→ EXERCISE REQUIREMENTS: In the entries below, find the line with "Quick job: Serialize" and the line with "Task: Serialize what"; copy them and every line between them exactly, but not the pictures.

→ EXERCISE INPUT:
[Start of Attachment]

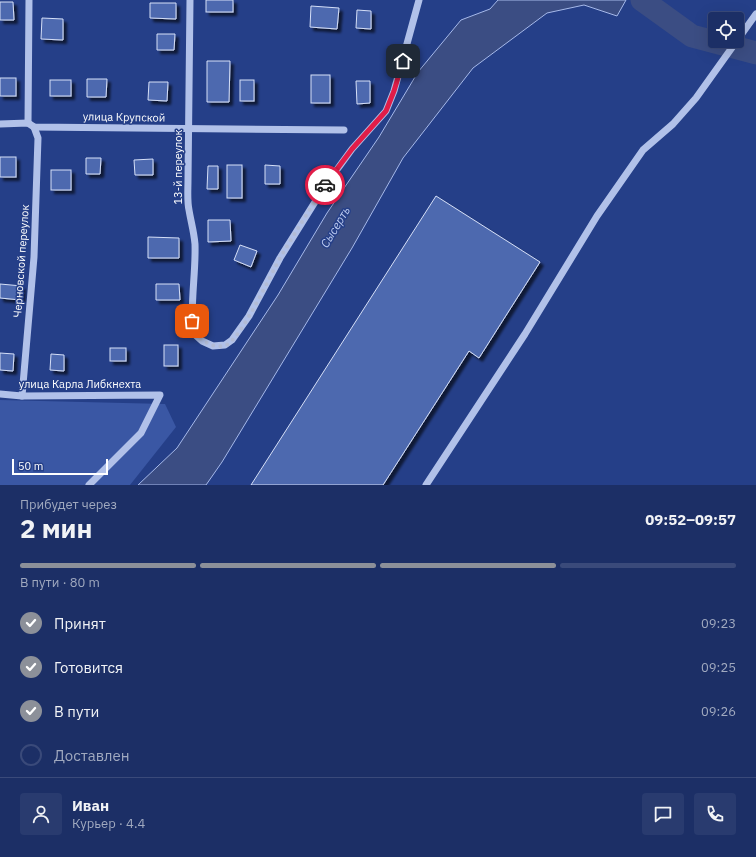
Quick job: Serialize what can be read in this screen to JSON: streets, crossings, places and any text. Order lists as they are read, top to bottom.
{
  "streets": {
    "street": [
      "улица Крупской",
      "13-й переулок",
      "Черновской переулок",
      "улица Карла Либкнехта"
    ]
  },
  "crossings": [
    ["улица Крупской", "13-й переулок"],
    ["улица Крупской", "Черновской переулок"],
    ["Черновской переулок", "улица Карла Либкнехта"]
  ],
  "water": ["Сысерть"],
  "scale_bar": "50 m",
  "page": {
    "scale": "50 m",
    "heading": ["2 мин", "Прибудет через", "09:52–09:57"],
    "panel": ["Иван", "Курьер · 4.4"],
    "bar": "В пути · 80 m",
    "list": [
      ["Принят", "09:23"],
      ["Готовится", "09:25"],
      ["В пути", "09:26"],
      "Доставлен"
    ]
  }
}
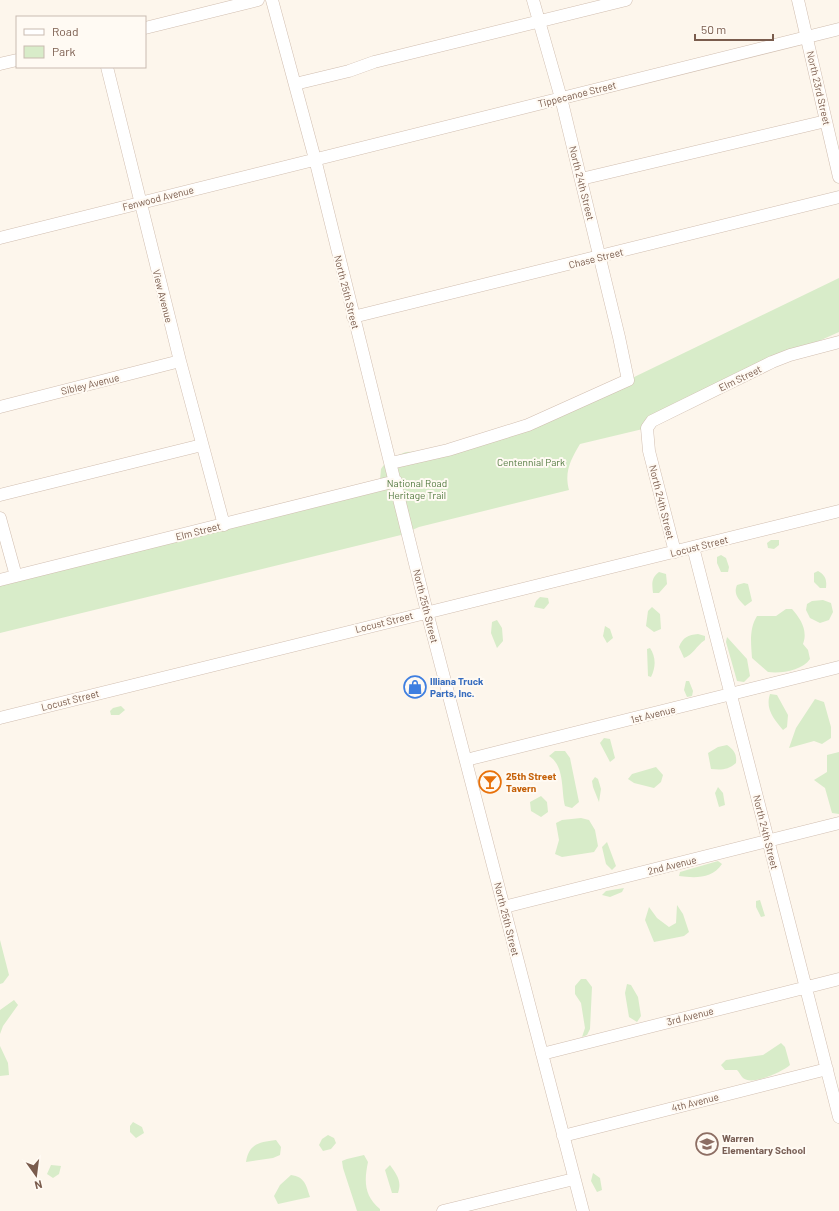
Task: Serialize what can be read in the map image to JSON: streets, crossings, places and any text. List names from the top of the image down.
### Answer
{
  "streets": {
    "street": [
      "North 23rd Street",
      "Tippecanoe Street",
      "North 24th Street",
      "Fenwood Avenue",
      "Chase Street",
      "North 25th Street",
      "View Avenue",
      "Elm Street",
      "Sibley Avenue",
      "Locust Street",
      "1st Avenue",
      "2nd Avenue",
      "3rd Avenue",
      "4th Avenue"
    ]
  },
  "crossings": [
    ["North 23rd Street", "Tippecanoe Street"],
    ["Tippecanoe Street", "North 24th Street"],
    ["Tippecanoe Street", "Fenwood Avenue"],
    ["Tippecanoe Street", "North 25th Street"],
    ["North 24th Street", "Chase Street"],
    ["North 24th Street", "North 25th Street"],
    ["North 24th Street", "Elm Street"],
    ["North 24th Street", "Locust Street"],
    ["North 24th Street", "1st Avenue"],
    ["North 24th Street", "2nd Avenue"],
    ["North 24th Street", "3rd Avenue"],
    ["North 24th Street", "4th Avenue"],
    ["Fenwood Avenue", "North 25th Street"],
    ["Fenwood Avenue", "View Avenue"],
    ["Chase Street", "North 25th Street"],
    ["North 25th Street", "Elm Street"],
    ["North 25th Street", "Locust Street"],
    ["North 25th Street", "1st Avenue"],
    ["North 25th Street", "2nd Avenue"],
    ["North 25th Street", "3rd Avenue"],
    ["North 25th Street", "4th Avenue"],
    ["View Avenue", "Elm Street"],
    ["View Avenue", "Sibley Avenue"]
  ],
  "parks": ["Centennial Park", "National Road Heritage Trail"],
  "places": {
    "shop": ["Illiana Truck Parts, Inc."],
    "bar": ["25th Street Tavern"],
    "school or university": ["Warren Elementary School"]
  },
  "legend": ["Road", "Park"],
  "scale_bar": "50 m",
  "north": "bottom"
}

[End of Attachment]
[Start of Attachment]

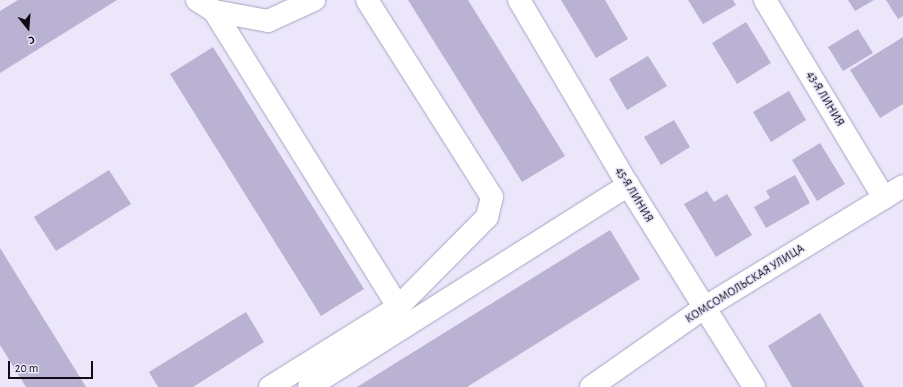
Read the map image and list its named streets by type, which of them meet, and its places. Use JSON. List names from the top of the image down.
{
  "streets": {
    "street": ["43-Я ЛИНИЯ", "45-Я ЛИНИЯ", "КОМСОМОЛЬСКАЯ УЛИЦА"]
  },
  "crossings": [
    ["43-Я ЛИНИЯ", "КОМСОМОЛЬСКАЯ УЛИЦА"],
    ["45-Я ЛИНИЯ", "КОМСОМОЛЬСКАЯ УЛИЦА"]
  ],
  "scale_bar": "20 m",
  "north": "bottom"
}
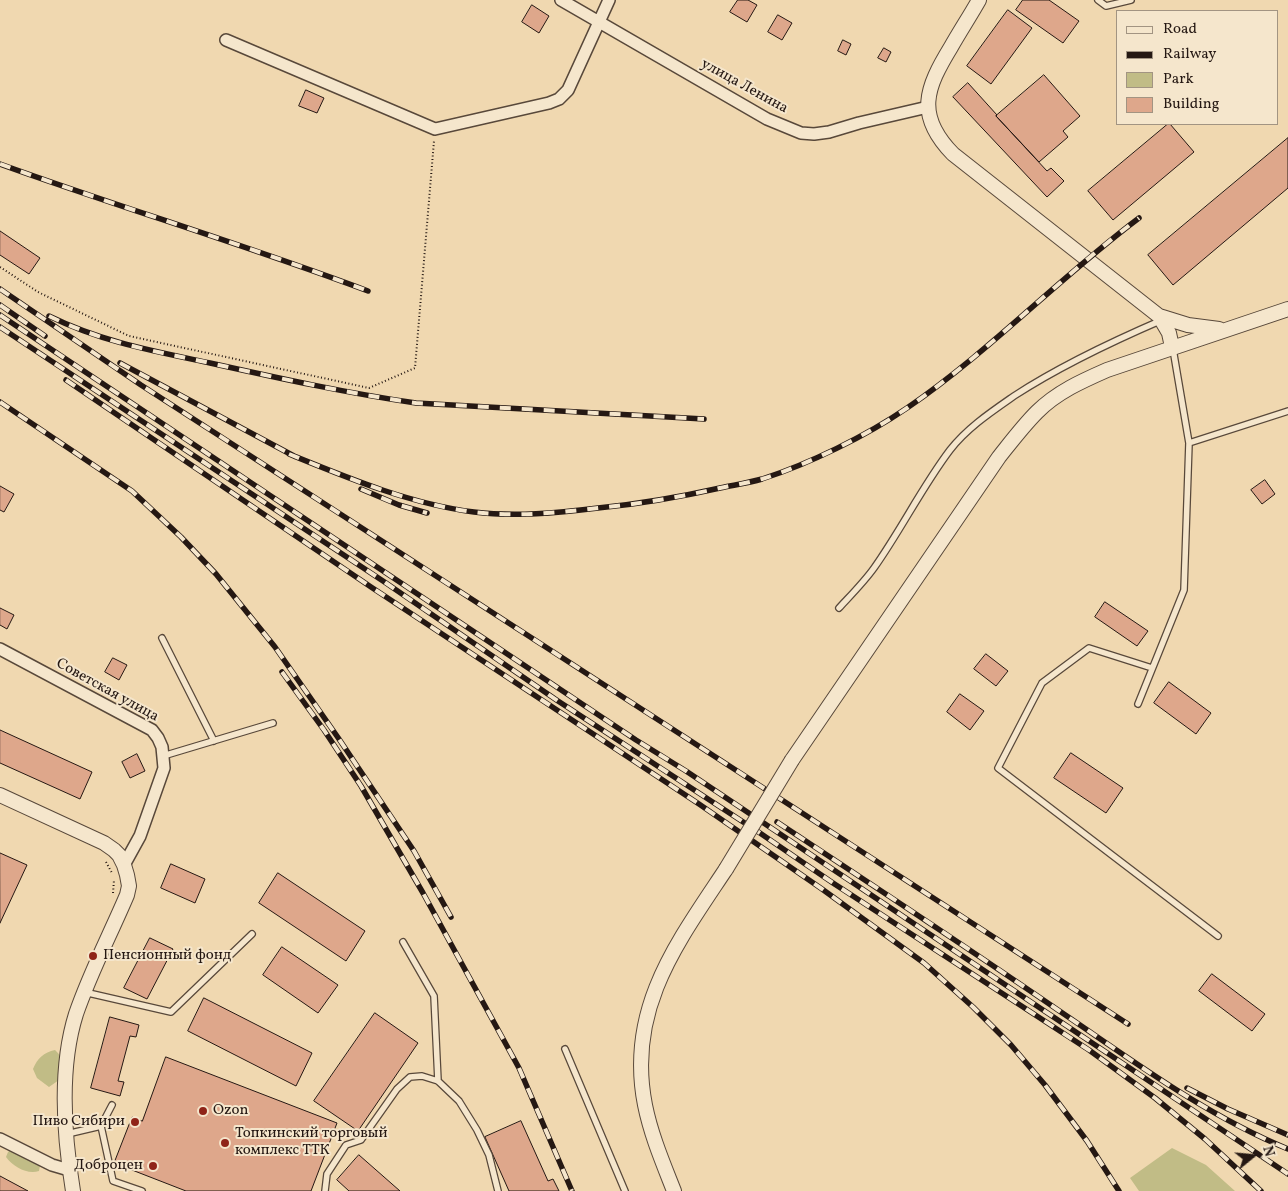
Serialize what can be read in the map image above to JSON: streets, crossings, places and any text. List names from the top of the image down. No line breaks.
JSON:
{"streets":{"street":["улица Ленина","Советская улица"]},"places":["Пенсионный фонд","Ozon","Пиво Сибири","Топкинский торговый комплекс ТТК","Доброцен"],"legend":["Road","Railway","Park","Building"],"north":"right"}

[End of Attachment]

→ ANSWER SPACE:
Quick job: Serialize what can be read in this screen to JSON: streets, crossings, places and any text. Order lists as they are read, top to bottom.
{
  "streets": {
    "street": [
      "улица Крупской",
      "13-й переулок",
      "Черновской переулок",
      "улица Карла Либкнехта"
    ]
  },
  "crossings": [
    ["улица Крупской", "13-й переулок"],
    ["улица Крупской", "Черновской переулок"],
    ["Черновской переулок", "улица Карла Либкнехта"]
  ],
  "water": ["Сысерть"],
  "scale_bar": "50 m",
  "page": {
    "scale": "50 m",
    "heading": ["2 мин", "Прибудет через", "09:52–09:57"],
    "panel": ["Иван", "Курьер · 4.4"],
    "bar": "В пути · 80 m",
    "list": [
      ["Принят", "09:23"],
      ["Готовится", "09:25"],
      ["В пути", "09:26"],
      "Доставлен"
    ]
  }
}
Task: Serialize what can be read in the map image to JSON: streets, crossings, places and any text. List names from the top of the image down.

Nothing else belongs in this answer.